Mulaney consistently positions adults as the fools, replicating how they’re seen by kids and calling attention to ridiculous behavior through the perspective shift. There’s a solid sketch where Mulaney leads a focus group of kids who’ve just seen a new animated studio movie. All smiles and encouragement, Mulaney’s pollster takes down absurd, unjustified feedback. All the kids say it’s their favorite movie of all time, even when they’ll admit the last movie they saw was their former favorite. Some brag about how many times they got up to go to the bathroom, insisting that the movie was even better because they could enjoy it despite leaving the theater seven times.

But the point isn’t that the kids are dumb; it’s that Mulaney, and the studio he represents, are dumb for thinking these answers mean anything. The kids are just being kids, and there’s nothing wrong with that! They should like movies! Movies are a brand new experience for each of them!

"John Mulaney: Kid Gorgeous at Radio City"

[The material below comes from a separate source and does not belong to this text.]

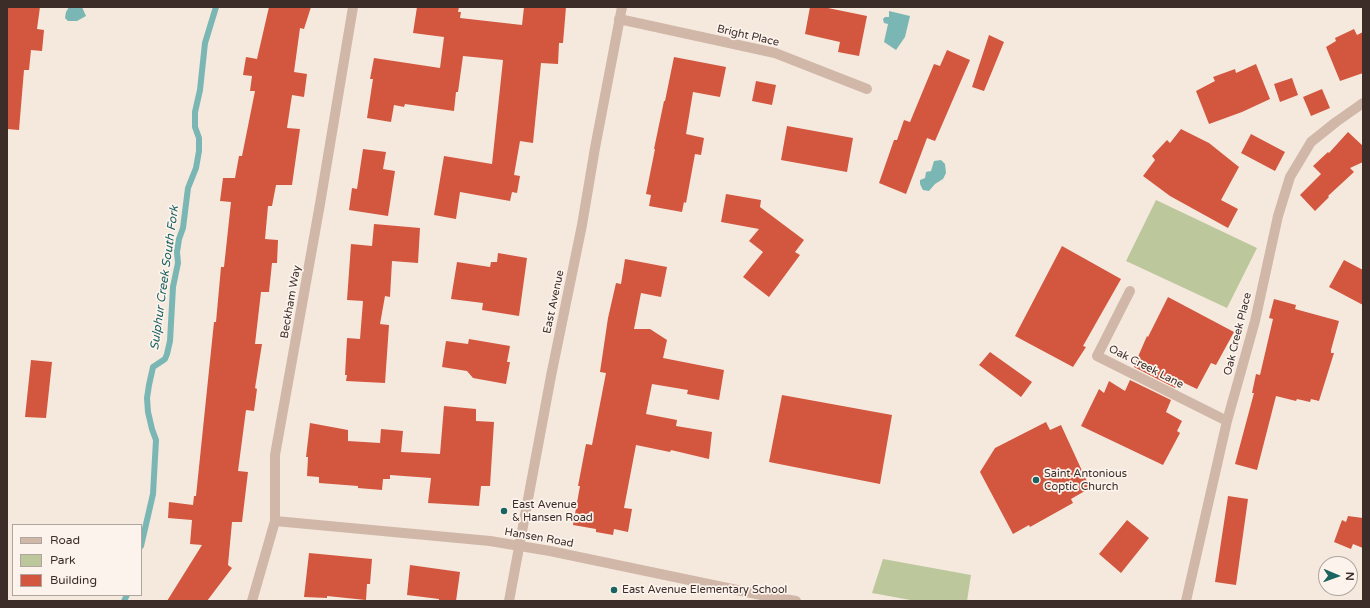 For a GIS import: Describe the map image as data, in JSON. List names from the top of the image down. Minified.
{"streets":{"street":["Bright Place","Beckham Way","East Avenue","Oak Creek Place","Oak Creek Lane","Hansen Road"]},"crossings":[["Bright Place","East Avenue"],["Beckham Way","Hansen Road"],["East Avenue","Hansen Road"],["Oak Creek Place","Oak Creek Lane"]],"water":["Sulphur Creek South Fork"],"places":["Saint Antonious Coptic Church","East Avenue & Hansen Road","East Avenue Elementary School"],"legend":["Road","Park","Building"],"north":"right"} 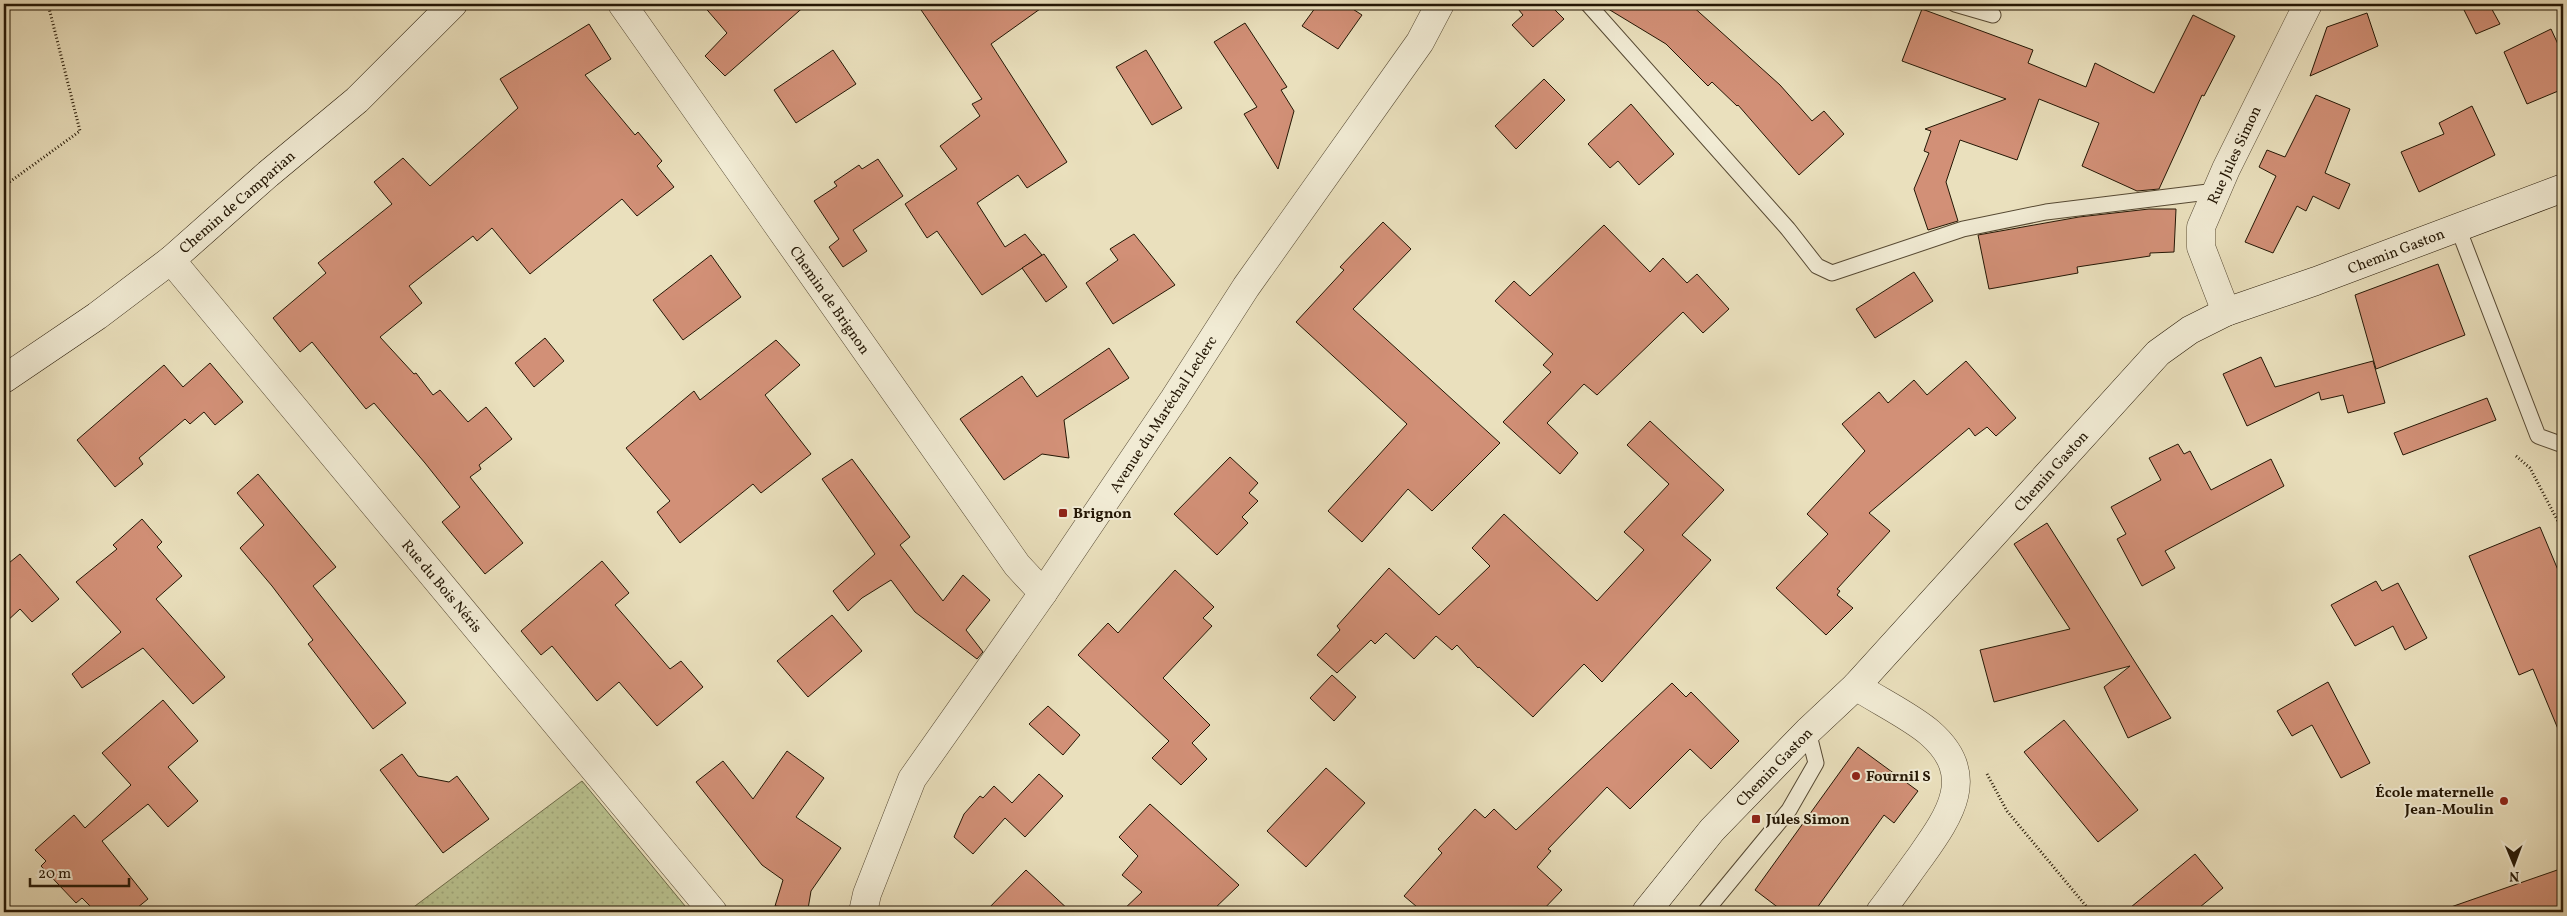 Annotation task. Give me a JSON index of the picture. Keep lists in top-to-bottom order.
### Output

“John Mulaney: Kid Gorgeous at Radio City”

Anna Tendler Mulaney

In another sketch, Mulaney is the mustachioed parent whose kid needs tutoring. Dad’s preferred tutor (played by André De Shields of “Hadestown”) is a one-eyed man who brings his own “toiletries” to their first session, and then proceeds to sing a lengthy number explaining why his missing eye means algebra is a critical life skill. (Side note: Among the writing staff of Mulaney, Eli Bolin, and Marika Sawyer, whomever rhymed “algebra” with “abracadabra” deserves an Emmy.) Not to spoil the joke (and there’s no spoiling this ridiculous wonder of a song), but The Tutor’s missing eye has nothing to do with algebra — the kid sees that, but his dad and The Tutor do not. Again, the adults are made out to be dumb dumbs while the kid’s defensible position is upheld.

All that’s not to say Mulaney is anti-algebra, but that his special is devoted to the child’s perspective no matter what. Adult viewers should watch and learn a thing or two about how to better respect and interact with kids. Children should feel vindicated while enjoying the outlandish, fast-moving production. It’s quite a show, all in all, capped off by one of the best performances of Jake Gyllenhaal’s career. (Not kidding: His conviction and good humor drives home the special’s tricky tone with magnificent showmanship.)

Drilling home this earnest attentiveness to how children see the world is an ongoing series of interviews with each kid about their biggest fear. Even before Mulaney introduces the show, Jacob pops up and explains why he’s afraid of an asteroid hitting the earth and other big picture problems, but “of all the ways to die, I don’t want to drown.” He repeats the wish immediately, as if he’s making a deal with someone who can save him from a watery grave: “I don’t want to drown, OK?”

Mulaney can’t make that promise, but he’s not going to dismiss Jacob either. He listens to each kid describe their fears and, even more, gets to the bottom of where those fears stem from. It could be very common, like drowning, or elaborate, like Ava (12), who has a fear of “home invasions.” When asked about when and how she came to fear such a specific event, Ava tells Mulaney it’s her mom’s fear. Soon, she admits all her fears are her mom’s fears, and suddenly how adults project themselves becomes all the more important. Project fear and fear will be projected back. Project curiosity, joy, and encouragement — as Mulaney does in this special — and the same will be instilled in return.

With the special set to debut December 24, I can’t think of a better way to end 2019 than with these ideals in mind. The future is right around the corner. Kids will inherit whatever we give them, so why not start 2020 with a little extra love? So pop on “John Mulaney and The Sack Lunch Bunch” as soon as possible, and set yourself up for a happy new year..

Grade: A-

“John Mulaney and The Sack Lunch Bunch” premieres Tuesday, December 24 on Netflix.